The Chemistry of Love(50)



I decided that it would probably be best to text him. I sent him a quick note that said:

Thanks so much for the mixer. I absolutely love it.

I saw the three dots at the bottom of the screen indicating that he was writing me back, and then suddenly my phone rang and I dropped it out of shock.

It was Marco calling me.

I picked it up and said, “Hello?” as if I didn’t have his contact information in my phone and didn’t know exactly who was on the other end.

He didn’t even bother saying who it was and quickly asked, “So you like it?”

“I kind of want to marry it. And I know this is probably the part where I’m supposed to tell you it’s too much and I can’t take it, but I’m not going to do that because I really, really want to keep it.”
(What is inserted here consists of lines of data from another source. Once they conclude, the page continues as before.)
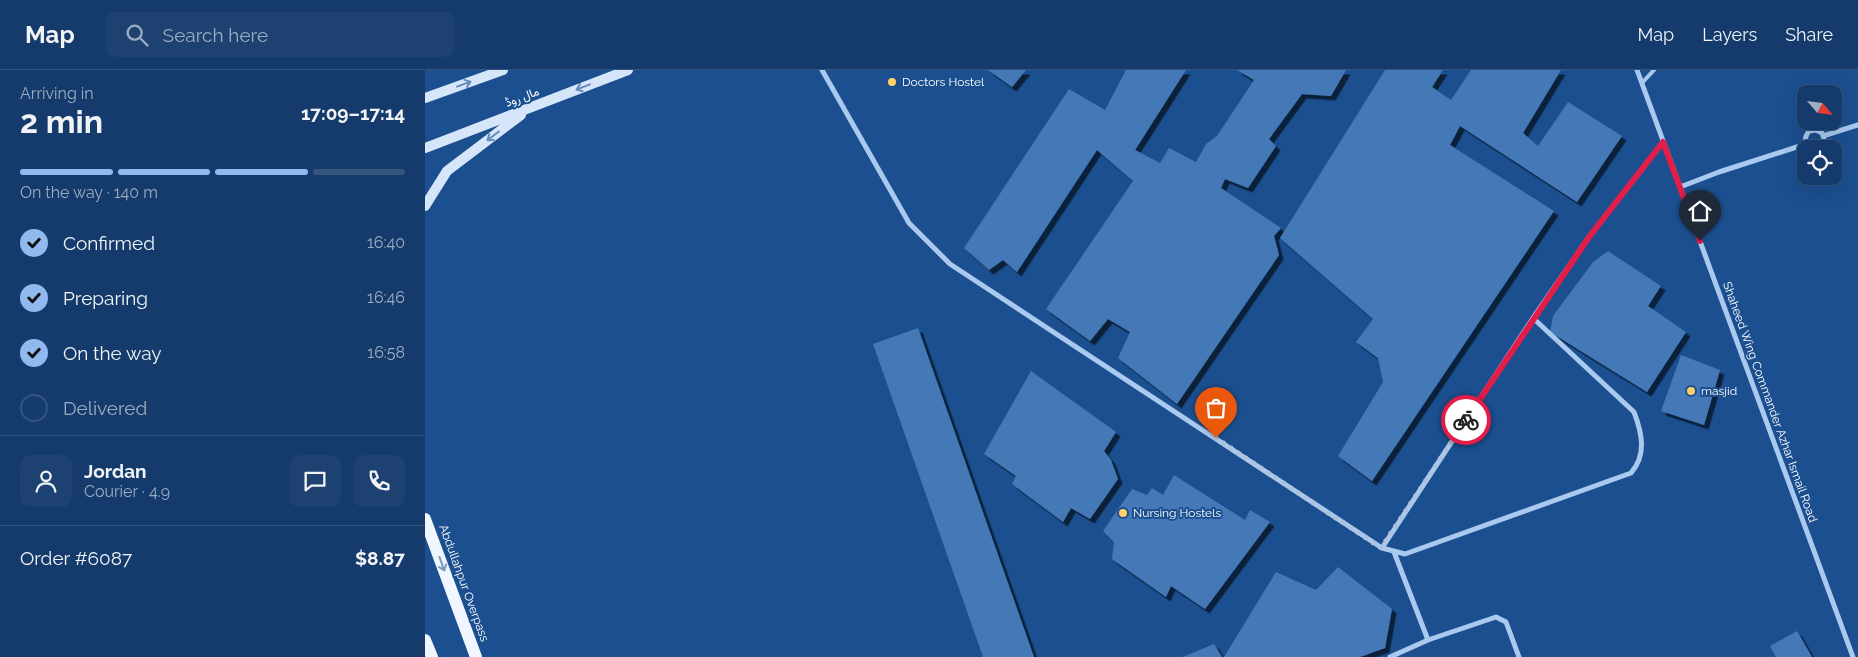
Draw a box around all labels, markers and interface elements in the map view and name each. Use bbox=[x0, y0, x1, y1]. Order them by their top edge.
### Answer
search box bbox=[105, 12, 455, 57]
text: Map bbox=[25, 20, 75, 49]
icon: search bbox=[123, 21, 151, 49]
text: Search here bbox=[163, 24, 268, 46]
text: Map bbox=[1638, 24, 1674, 45]
text: Layers bbox=[1702, 24, 1757, 45]
text: Share bbox=[1785, 24, 1833, 45]
place label: Doctors Hostel bbox=[902, 75, 985, 89]
marker: Doctors Hostel bbox=[886, 76, 898, 88]
one-way arrow bbox=[456, 79, 471, 88]
text: Arriving in bbox=[20, 84, 94, 103]
street label: مال روڈ bbox=[503, 84, 541, 111]
one-way arrow bbox=[575, 84, 590, 93]
north arrow bbox=[1797, 85, 1843, 130]
map controls bbox=[1797, 85, 1842, 185]
text: 17:09–17:14 bbox=[301, 102, 405, 124]
text: 2 min bbox=[20, 103, 103, 140]
one-way arrow bbox=[486, 131, 500, 141]
button: locate bbox=[1797, 140, 1842, 185]
text: On the way · 140 m bbox=[20, 183, 158, 202]
pin bbox=[1679, 190, 1721, 241]
icon: home bbox=[1686, 197, 1714, 225]
icon: check bbox=[20, 229, 48, 257]
text: Confirmed bbox=[63, 232, 155, 254]
text: 16:40 bbox=[367, 233, 405, 252]
street label: Shaheed Wing Commander Azhar Ismail Road bbox=[1720, 280, 1820, 524]
icon: check bbox=[20, 284, 48, 312]
text: Preparing bbox=[63, 287, 148, 309]
text: 16:46 bbox=[367, 288, 405, 307]
icon: check bbox=[20, 339, 48, 367]
text: On the way bbox=[63, 342, 162, 364]
text: 16:58 bbox=[367, 343, 405, 362]
place label: masjid bbox=[1701, 384, 1737, 398]
marker: masjid bbox=[1685, 385, 1697, 397]
pin bbox=[1195, 387, 1237, 438]
icon: bag bbox=[1202, 394, 1230, 422]
courier bbox=[1441, 395, 1491, 445]
text: Delivered bbox=[63, 397, 147, 419]
icon: bike bbox=[1452, 406, 1480, 434]
button: person bbox=[20, 455, 72, 507]
button: chat bbox=[289, 455, 341, 507]
button: phone bbox=[353, 455, 405, 507]
text: Jordan bbox=[84, 460, 147, 482]
text: Courier · 4.9 bbox=[84, 482, 170, 501]
place label: Nursing Hostels bbox=[1133, 506, 1221, 520]
marker: Nursing Hostels bbox=[1117, 507, 1129, 519]
street label: Abdullahpur Overpass bbox=[436, 522, 492, 644]
text: Order #6087 bbox=[20, 547, 132, 569]
text: $8.87 bbox=[355, 547, 405, 569]
one-way arrow bbox=[438, 556, 447, 572]

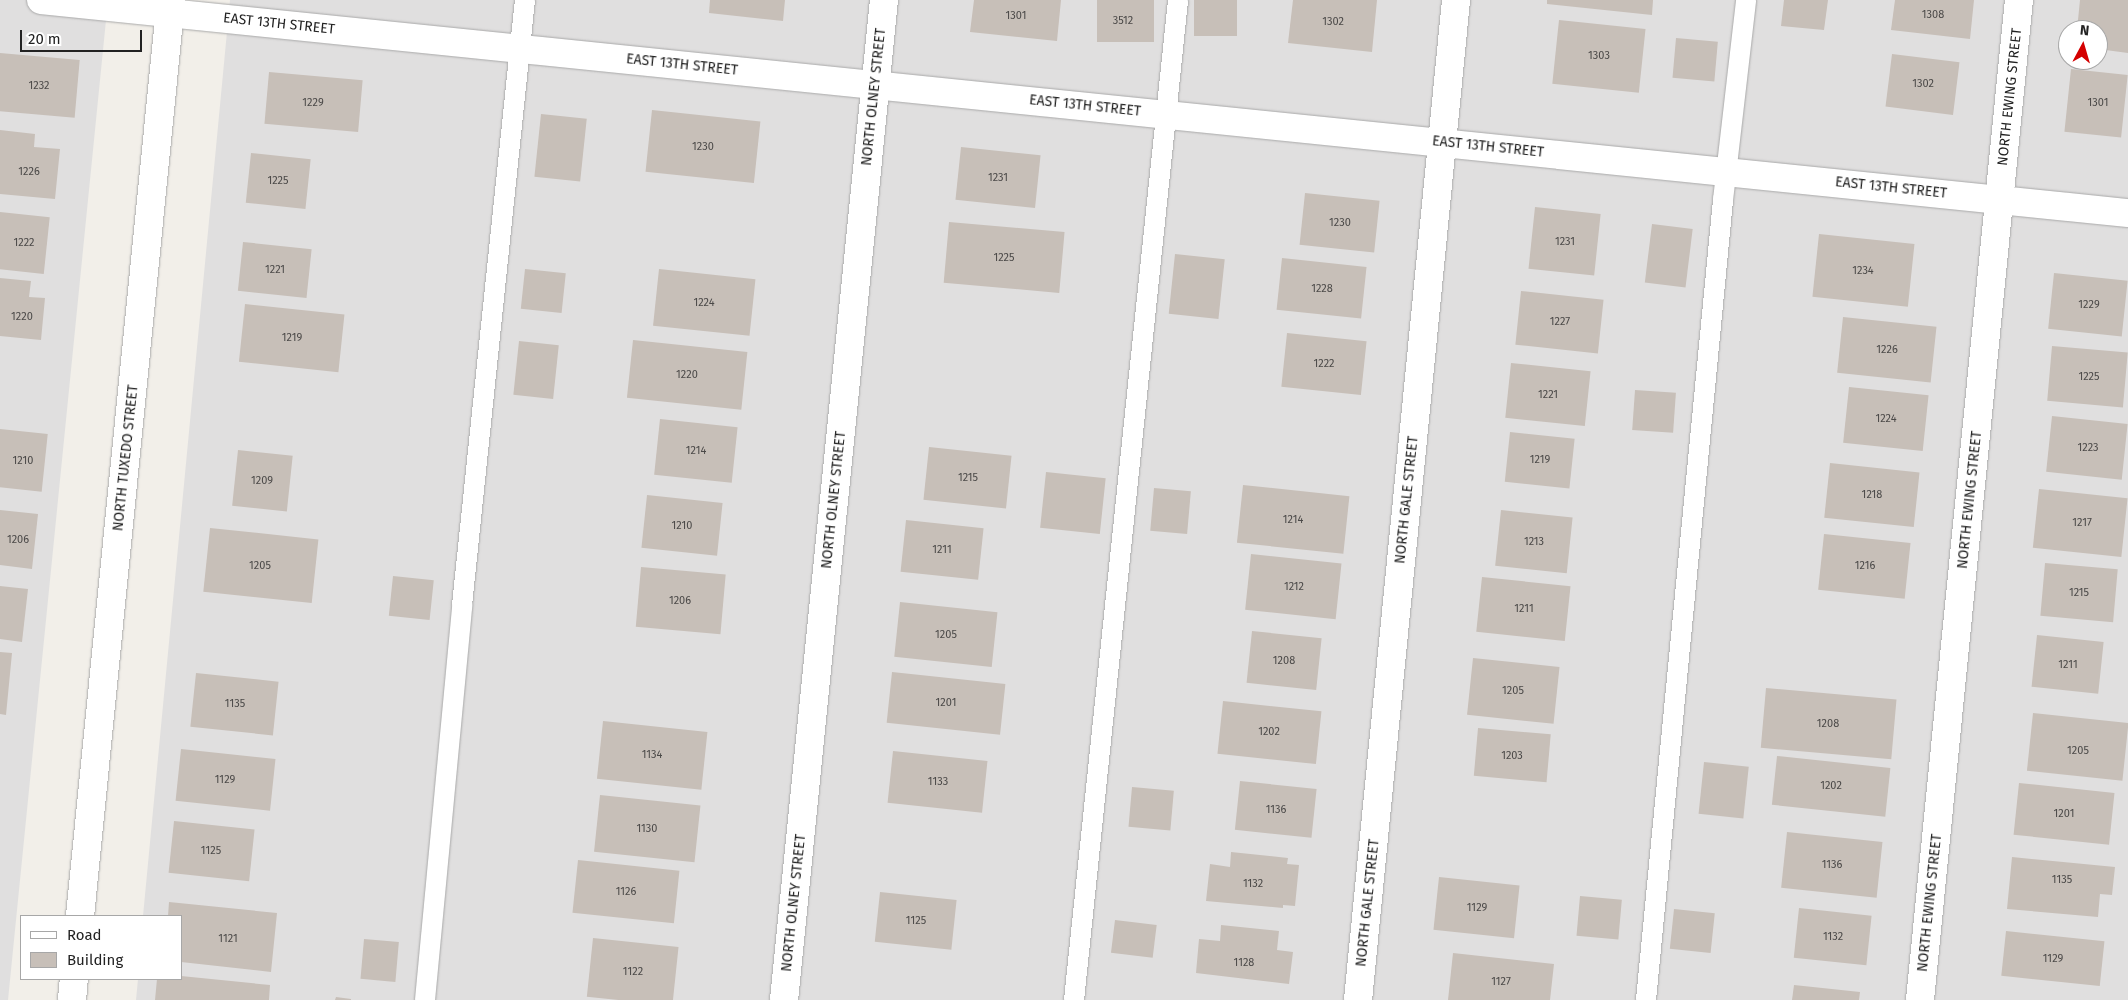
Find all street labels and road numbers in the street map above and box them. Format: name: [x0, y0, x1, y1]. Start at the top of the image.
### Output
street label: EAST 13TH STREET: [222, 10, 336, 38]
street label: NORTH OLNEY STREET: [858, 27, 890, 167]
street label: NORTH EWING STREET: [1994, 27, 2026, 167]
street label: EAST 13TH STREET: [625, 51, 739, 79]
street label: EAST 13TH STREET: [1028, 92, 1142, 120]
street label: EAST 13TH STREET: [1431, 133, 1545, 161]
street label: EAST 13TH STREET: [1834, 174, 1948, 202]
street label: NORTH TUXEDO STREET: [110, 384, 142, 532]
street label: NORTH OLNEY STREET: [818, 430, 850, 570]
street label: NORTH EWING STREET: [1954, 430, 1986, 570]
street label: NORTH GALE STREET: [1392, 435, 1422, 565]
street label: NORTH OLNEY STREET: [778, 833, 810, 973]
street label: NORTH EWING STREET: [1914, 833, 1946, 973]
street label: NORTH GALE STREET: [1353, 838, 1383, 968]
He laughed at that. “It’s fun to give a gift to someone who appreciates it.”

“It’s fun to get a gift that you’ve been dying to have. Thank you so much. Seriously.”

“Now you can go out and upend the entire makeup industry. I can’t wait to see what you come up with.”
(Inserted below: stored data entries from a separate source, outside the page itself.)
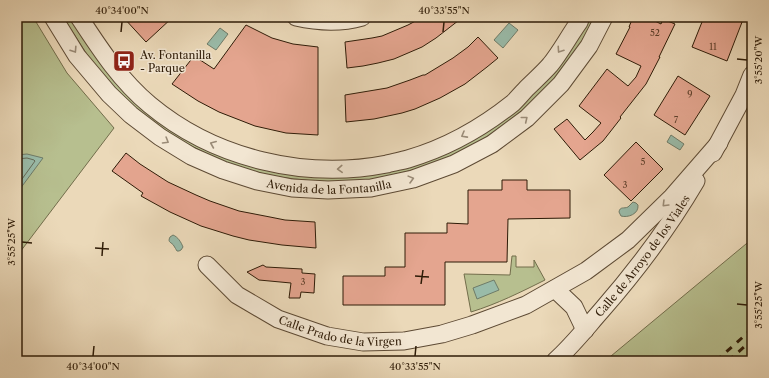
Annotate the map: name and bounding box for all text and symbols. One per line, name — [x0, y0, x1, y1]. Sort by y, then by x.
text: 40°34'00"N — [95, 4, 149, 17]
text: 40°33'55"N — [418, 4, 470, 17]
house number: 52 — [650, 27, 660, 38]
text: 3°55'20"W — [752, 35, 765, 84]
house number: 11 — [709, 41, 717, 52]
one-way arrow — [69, 46, 77, 53]
one-way arrow — [557, 46, 565, 53]
bus stop icon: Av. Fontanilla - Parque — [111, 48, 137, 74]
place label: Av. Fontanilla - Parque — [139, 48, 211, 75]
house number: 9 — [687, 88, 693, 99]
house number: 7 — [674, 114, 679, 125]
one-way arrow — [520, 117, 528, 124]
one-way arrow — [461, 131, 468, 138]
one-way arrow — [162, 136, 169, 143]
one-way arrow — [210, 141, 218, 149]
house number: 5 — [641, 156, 646, 167]
one-way arrow — [337, 165, 343, 173]
one-way arrow — [407, 175, 414, 184]
street label: Avenida de la Fontanilla — [265, 176, 393, 197]
house number: 3 — [623, 179, 628, 190]
street label: Calle de Arroyo de los Viales — [592, 192, 693, 320]
one-way arrow — [662, 199, 670, 207]
text: 3°55'25"W — [5, 217, 18, 266]
house number: 3 — [301, 276, 306, 287]
text: 3°55'25"W — [752, 280, 765, 329]
street label: Calle Prado de la Virgen — [277, 313, 402, 349]
text: 40°34'00"N — [66, 360, 120, 373]
text: 40°33'55"N — [389, 360, 441, 373]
I opened my mouth, wanting to tell him about my formulation. How I might even have a prototype this evening, if things went according to plan.

“There are a couple of things I wanted to ask you,” he said. “First, if we go to a fancy party, are you okay for like, hair, makeup, clothes, that kind of thing?”

“I have all that stuff.”

He made an annoyed sound. “You know what I meant.”

“Okay, then, what I have is probably not up to snuff.”

“I only ask because you said you just had the one dress, and I don’t think an Arwen outfit is going to win Craig over. It takes a certain kind of man to respond to that.”

“Yeah,” I scoffed. “The kind with good taste.” Not liking Lord of the Rings was definitely a detraction in my book.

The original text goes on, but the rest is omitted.